» EXERCISE INSTRUCTIONS
Quote each line of the material verbatim, without the pictures.

» DATASET SECTION
== Segment start ==

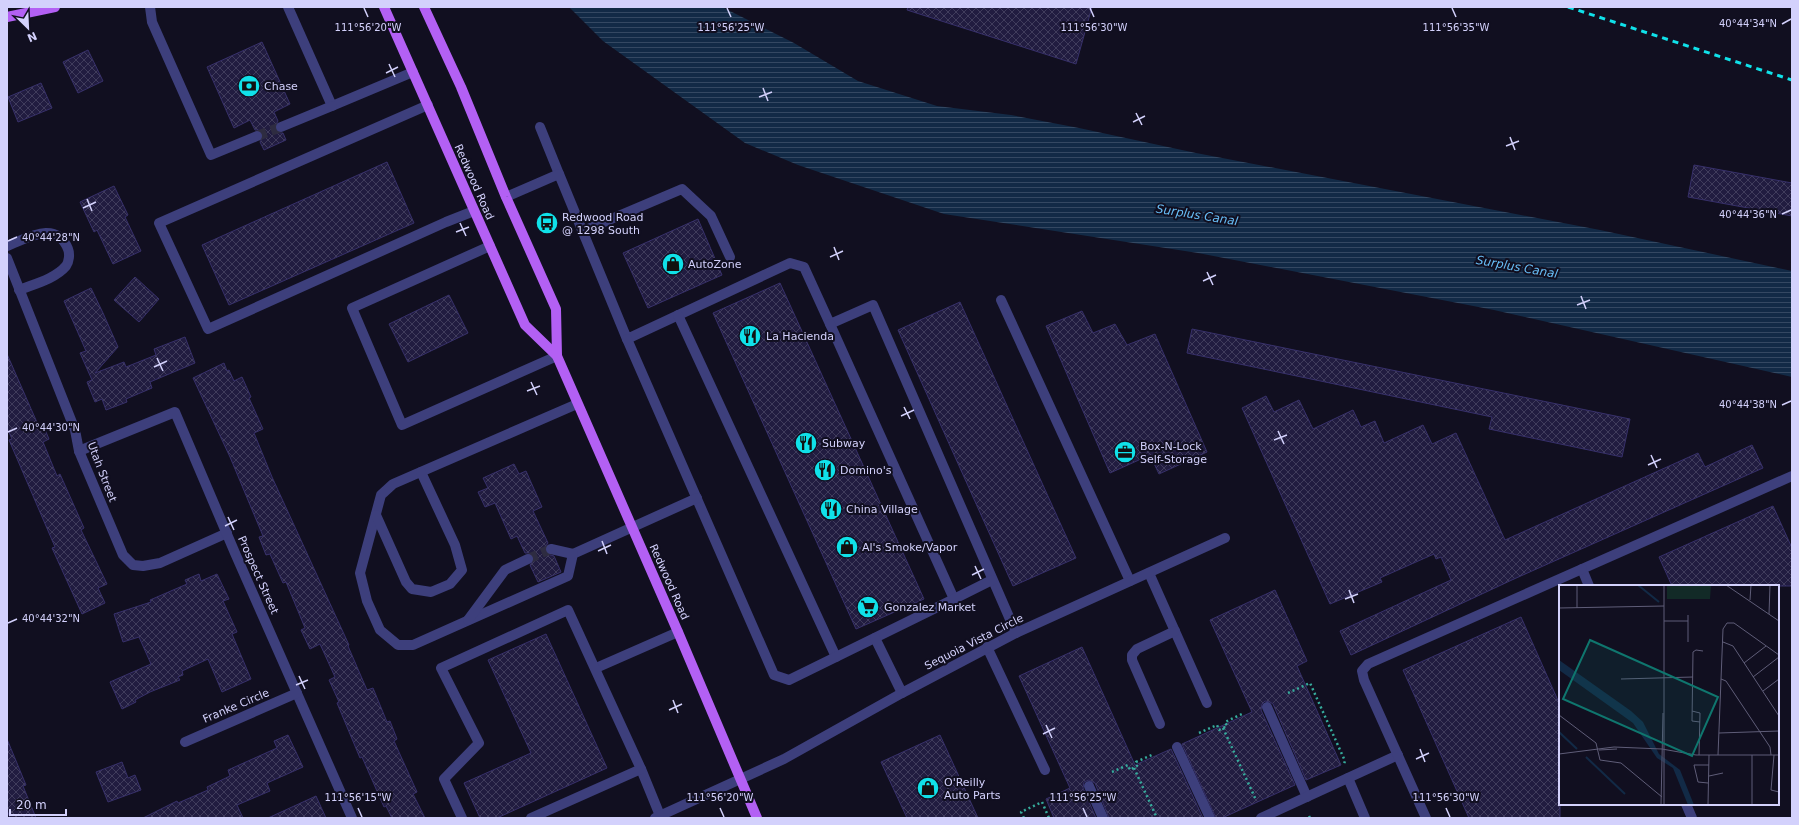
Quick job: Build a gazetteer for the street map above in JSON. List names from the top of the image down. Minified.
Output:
{"streets":{"main road":["Redwood Road"],"street":["Utah Street","Prospect Street","Sequoia Vista Circle","Franke Circle"]},"crossings":[["Redwood Road","Sequoia Vista Circle"],["Utah Street","Prospect Street"],["Prospect Street","Franke Circle"]],"water":["Surplus Canal"],"places":{"bank":["Chase"],"bus stop":["Redwood Road @ 1298 South"],"shop":["AutoZone","Al's Smoke/Vapor","O'Reilly Auto Parts"],"restaurant":["La Hacienda","Subway","Domino's","China Village"],"office":["Box-N-Lock Self-Storage"],"supermarket":["Gonzalez Market"]},"scale_bar":"20 m","north":"bottom right","coordinates":["40°44'34\"N","111°56'20\"W","111°56'25\"W","111°56'30\"W","111°56'35\"W","40°44'36\"N","40°44'28\"N","40°44'38\"N","40°44'30\"N","40°44'32\"N","111°56'15\"W"]}
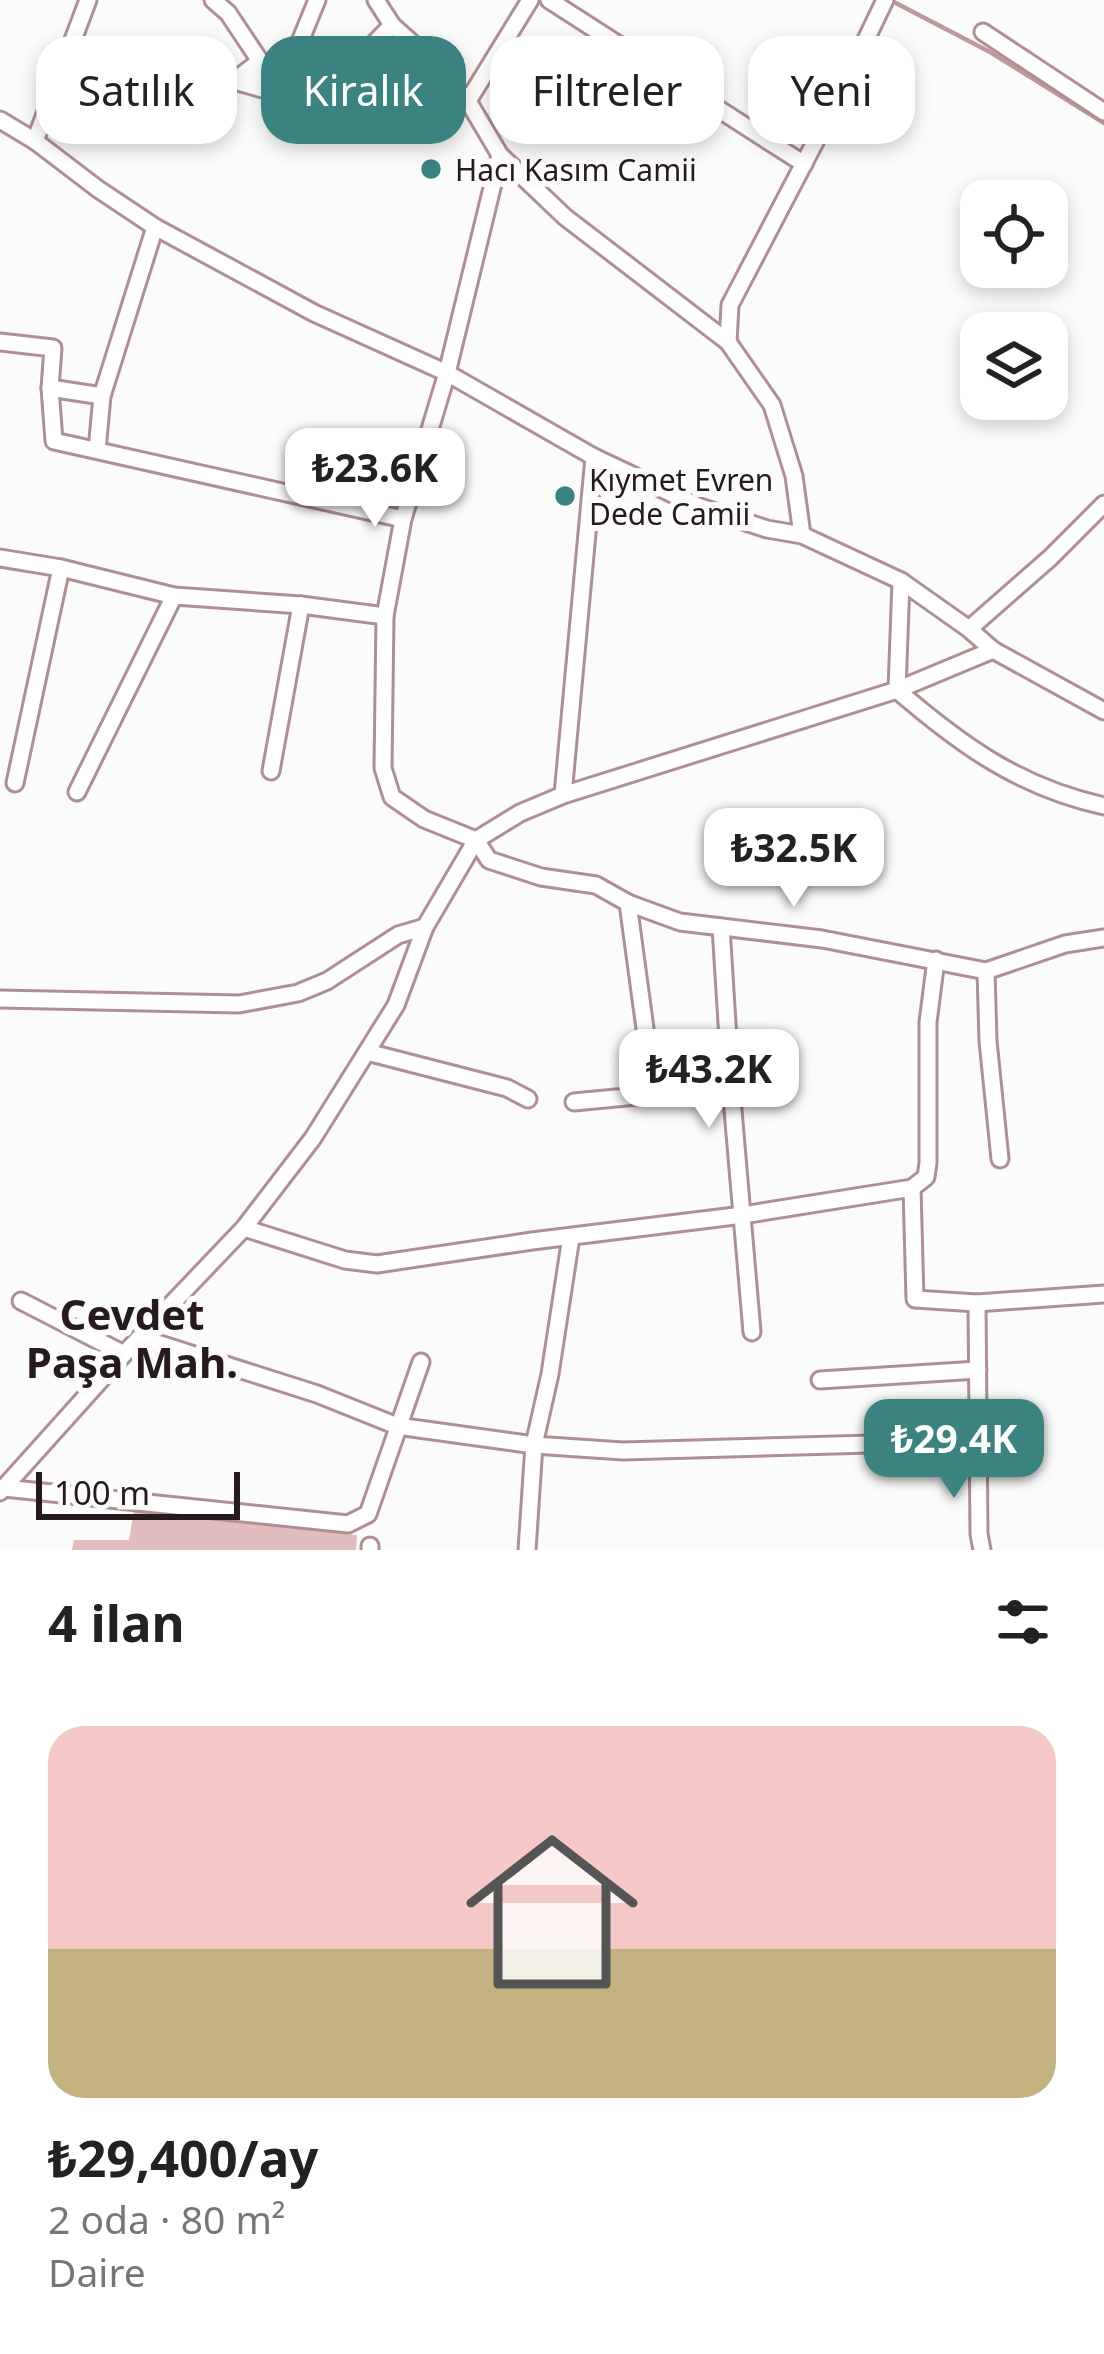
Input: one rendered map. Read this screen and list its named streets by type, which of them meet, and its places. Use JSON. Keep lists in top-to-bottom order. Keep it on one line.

== Segment end ==

» YOUR RESPONSE
Quick job: Build a gazetteer for the street map above in JSON. List names from the top of the image down. Minified.
Output:
{"streets":{"main road":["Redwood Road"],"street":["Utah Street","Prospect Street","Sequoia Vista Circle","Franke Circle"]},"crossings":[["Redwood Road","Sequoia Vista Circle"],["Utah Street","Prospect Street"],["Prospect Street","Franke Circle"]],"water":["Surplus Canal"],"places":{"bank":["Chase"],"bus stop":["Redwood Road @ 1298 South"],"shop":["AutoZone","Al's Smoke/Vapor","O'Reilly Auto Parts"],"restaurant":["La Hacienda","Subway","Domino's","China Village"],"office":["Box-N-Lock Self-Storage"],"supermarket":["Gonzalez Market"]},"scale_bar":"20 m","north":"bottom right","coordinates":["40°44'34\"N","111°56'20\"W","111°56'25\"W","111°56'30\"W","111°56'35\"W","40°44'36\"N","40°44'28\"N","40°44'38\"N","40°44'30\"N","40°44'32\"N","111°56'15\"W"]}
Input: one rendered map. Read this screen and list its named streets by type, which of them meet, and its places. Use JSON. Keep lists in top-to-bottom order. Keep it on one line.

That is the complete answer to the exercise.